Saved entries:
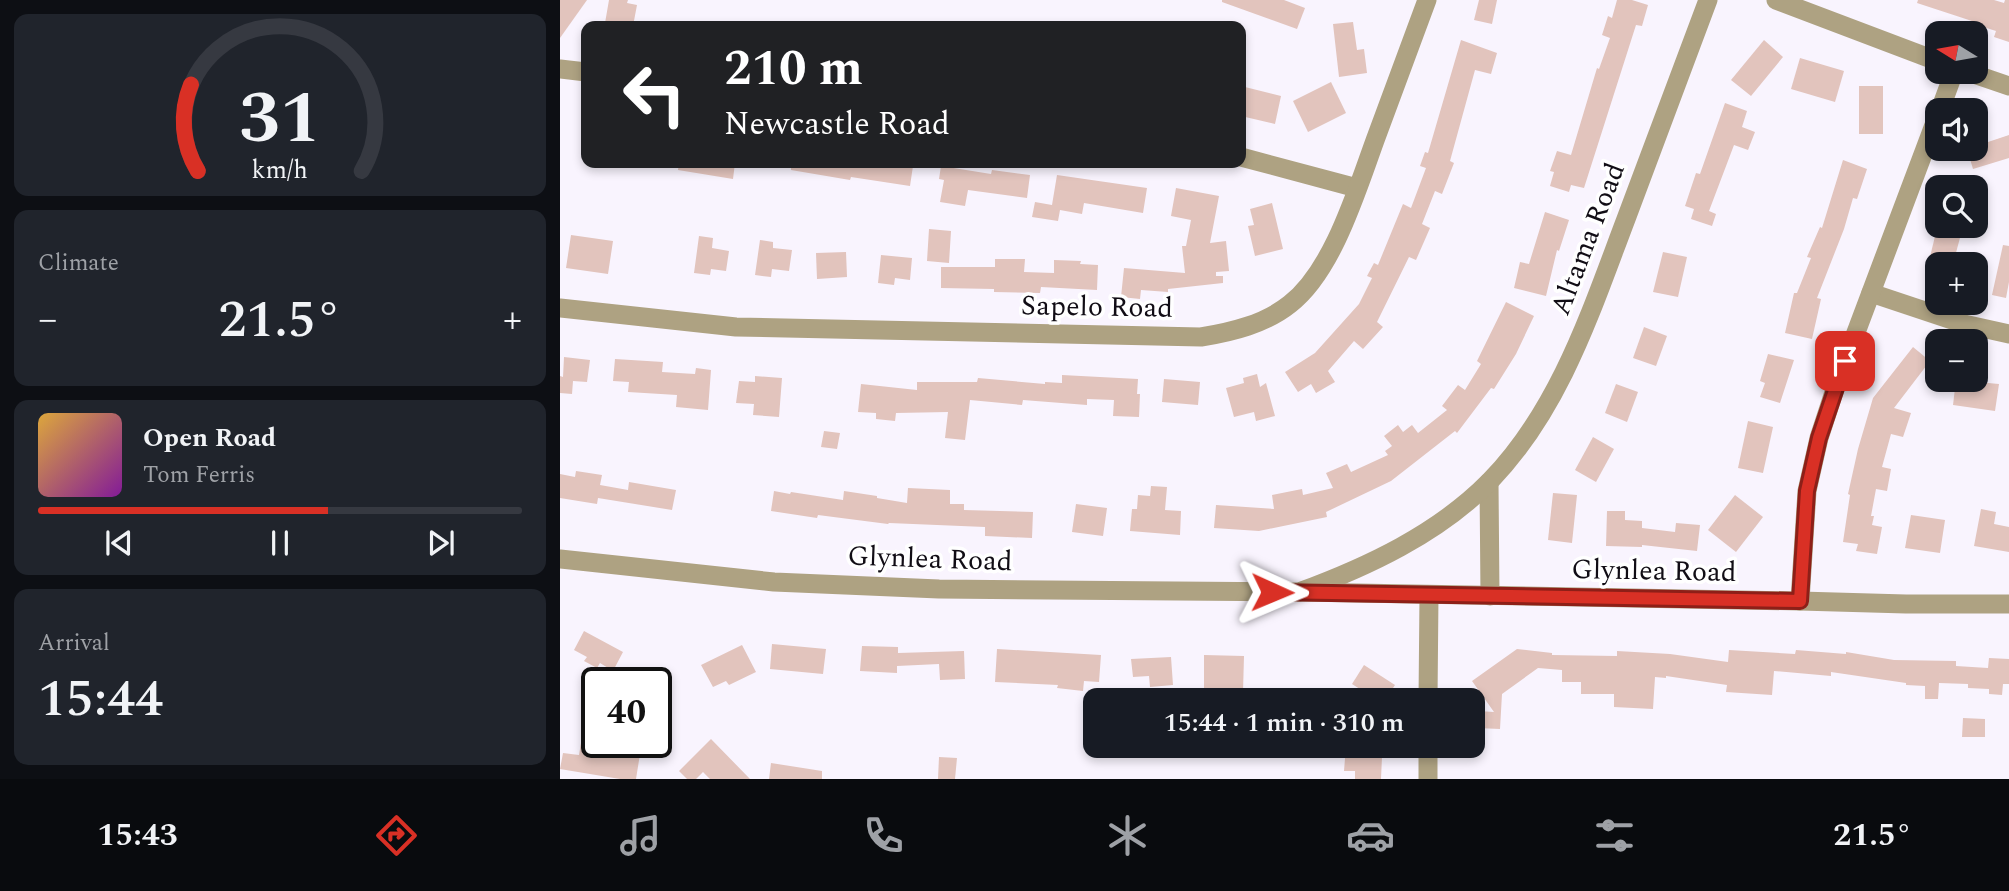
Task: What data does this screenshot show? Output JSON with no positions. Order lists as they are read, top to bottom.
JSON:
{
  "streets": {
    "street": ["Altama Road", "Sapelo Road", "Glynlea Road"]
  },
  "crossings": [
    ["Altama Road", "Glynlea Road"]
  ],
  "north": "left",
  "page": {
    "map_buttons": ["+", "−"],
    "turn": ["210 m", "Newcastle Road"],
    "tile": [
      "Climate",
      ["Arrival", "15:44"]
    ],
    "heat": ["−", "21.5°", "+"],
    "song": ["Open Road", "Tom Ferris"],
    "limit": "40",
    "trip": "15:44 · 1 min · 310 m",
    "tabs": ["15:43", "21.5°"],
    "gauge": ["31", "km/h"]
  }
}
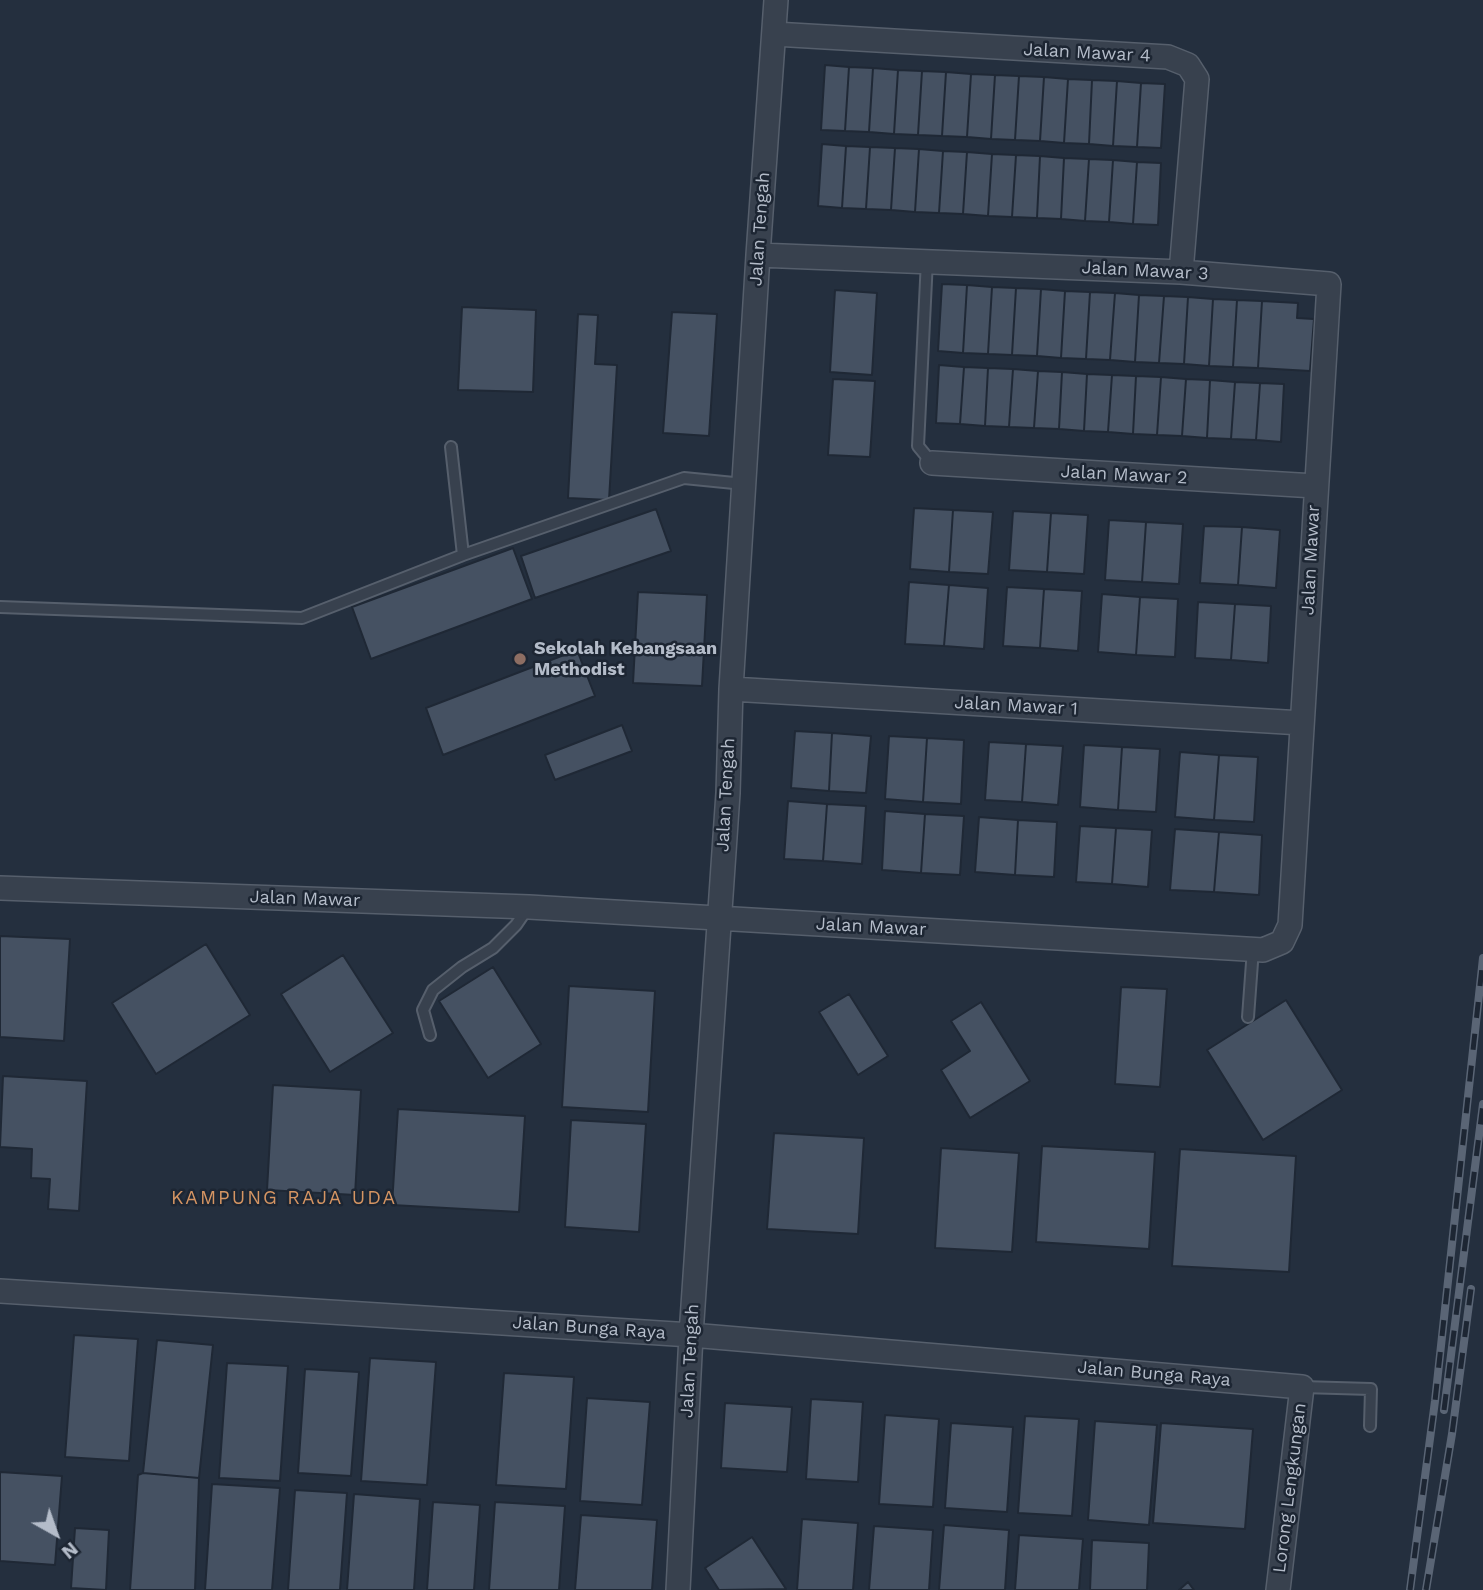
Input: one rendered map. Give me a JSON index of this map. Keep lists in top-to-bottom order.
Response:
{
  "streets": {
    "street": [
      "Jalan Mawar 4",
      "Jalan Tengah",
      "Jalan Mawar 3",
      "Jalan Mawar 2",
      "Jalan Mawar",
      "Jalan Mawar 1",
      "Jalan Bunga Raya",
      "Lorong Lengkungan"
    ]
  },
  "crossings": [
    ["Jalan Mawar 4", "Jalan Tengah"],
    ["Jalan Mawar 4", "Jalan Mawar 3"],
    ["Jalan Tengah", "Jalan Mawar 3"],
    ["Jalan Tengah", "Jalan Mawar"],
    ["Jalan Tengah", "Jalan Mawar 1"],
    ["Jalan Tengah", "Jalan Bunga Raya"],
    ["Jalan Mawar 3", "Jalan Mawar 2"],
    ["Jalan Mawar 3", "Jalan Mawar"],
    ["Jalan Mawar 2", "Jalan Mawar"],
    ["Jalan Mawar", "Jalan Mawar 1"],
    ["Jalan Bunga Raya", "Lorong Lengkungan"]
  ],
  "districts": ["KAMPUNG RAJA UDA"],
  "places": ["Sekolah Kebangsaan Methodist"],
  "north": "bottom right"
}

Assignment: Leave the images aside and transcribe all entries exactly.

Written response:
Task: What data does this screenshot show? Output JSON with no positions. Order lists as they are read, top to bottom.
JSON:
{
  "streets": {
    "street": ["Altama Road", "Sapelo Road", "Glynlea Road"]
  },
  "crossings": [
    ["Altama Road", "Glynlea Road"]
  ],
  "north": "left",
  "page": {
    "map_buttons": ["+", "−"],
    "turn": ["210 m", "Newcastle Road"],
    "tile": [
      "Climate",
      ["Arrival", "15:44"]
    ],
    "heat": ["−", "21.5°", "+"],
    "song": ["Open Road", "Tom Ferris"],
    "limit": "40",
    "trip": "15:44 · 1 min · 310 m",
    "tabs": ["15:43", "21.5°"],
    "gauge": ["31", "km/h"]
  }
}
Input: one rendered map. Give me a JSON index of this map. Keep lists in top-to-bottom order.
Response:
{
  "streets": {
    "street": [
      "Jalan Mawar 4",
      "Jalan Tengah",
      "Jalan Mawar 3",
      "Jalan Mawar 2",
      "Jalan Mawar",
      "Jalan Mawar 1",
      "Jalan Bunga Raya",
      "Lorong Lengkungan"
    ]
  },
  "crossings": [
    ["Jalan Mawar 4", "Jalan Tengah"],
    ["Jalan Mawar 4", "Jalan Mawar 3"],
    ["Jalan Tengah", "Jalan Mawar 3"],
    ["Jalan Tengah", "Jalan Mawar"],
    ["Jalan Tengah", "Jalan Mawar 1"],
    ["Jalan Tengah", "Jalan Bunga Raya"],
    ["Jalan Mawar 3", "Jalan Mawar 2"],
    ["Jalan Mawar 3", "Jalan Mawar"],
    ["Jalan Mawar 2", "Jalan Mawar"],
    ["Jalan Mawar", "Jalan Mawar 1"],
    ["Jalan Bunga Raya", "Lorong Lengkungan"]
  ],
  "districts": ["KAMPUNG RAJA UDA"],
  "places": ["Sekolah Kebangsaan Methodist"],
  "north": "bottom right"
}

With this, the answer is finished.